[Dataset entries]
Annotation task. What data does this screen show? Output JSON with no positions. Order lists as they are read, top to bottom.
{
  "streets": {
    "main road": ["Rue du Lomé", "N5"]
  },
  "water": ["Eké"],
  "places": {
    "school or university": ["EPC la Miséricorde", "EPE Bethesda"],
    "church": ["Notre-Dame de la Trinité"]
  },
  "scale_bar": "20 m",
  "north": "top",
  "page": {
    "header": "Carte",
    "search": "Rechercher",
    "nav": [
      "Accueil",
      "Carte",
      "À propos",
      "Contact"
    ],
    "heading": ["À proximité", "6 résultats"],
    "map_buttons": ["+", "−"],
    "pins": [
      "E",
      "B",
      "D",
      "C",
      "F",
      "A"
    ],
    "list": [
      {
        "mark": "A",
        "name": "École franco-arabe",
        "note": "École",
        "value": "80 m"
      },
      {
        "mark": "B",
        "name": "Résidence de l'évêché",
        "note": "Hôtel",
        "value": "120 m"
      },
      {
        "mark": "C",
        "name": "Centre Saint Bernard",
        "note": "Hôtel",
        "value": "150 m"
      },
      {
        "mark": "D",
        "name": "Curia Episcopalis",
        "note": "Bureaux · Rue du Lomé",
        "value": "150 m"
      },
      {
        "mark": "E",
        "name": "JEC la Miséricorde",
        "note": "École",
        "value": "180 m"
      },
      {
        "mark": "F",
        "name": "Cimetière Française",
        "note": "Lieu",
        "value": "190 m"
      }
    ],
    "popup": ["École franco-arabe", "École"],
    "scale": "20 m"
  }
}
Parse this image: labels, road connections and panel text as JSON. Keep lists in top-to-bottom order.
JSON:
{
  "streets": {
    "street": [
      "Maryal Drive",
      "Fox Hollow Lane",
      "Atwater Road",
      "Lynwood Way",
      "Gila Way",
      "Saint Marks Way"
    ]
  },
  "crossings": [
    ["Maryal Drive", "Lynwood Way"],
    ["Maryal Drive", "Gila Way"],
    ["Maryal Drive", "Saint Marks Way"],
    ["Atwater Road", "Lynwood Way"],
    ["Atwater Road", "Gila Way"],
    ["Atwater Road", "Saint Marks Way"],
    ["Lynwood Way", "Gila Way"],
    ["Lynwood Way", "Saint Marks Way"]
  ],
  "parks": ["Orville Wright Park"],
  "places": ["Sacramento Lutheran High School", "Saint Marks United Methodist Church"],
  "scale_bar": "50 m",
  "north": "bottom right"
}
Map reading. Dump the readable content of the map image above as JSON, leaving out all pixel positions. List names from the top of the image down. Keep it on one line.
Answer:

#### Exercise instructions
Search the entries for the string "image" and collect each line that has it.

#### Your response
Parse this image: labels, road connections and panel text as JSON. Keep lists in top-to-bottom order.
Map reading. Dump the readable content of the map image above as JSON, leaving out all pixel positions. List names from the top of the image down. Keep it on one line.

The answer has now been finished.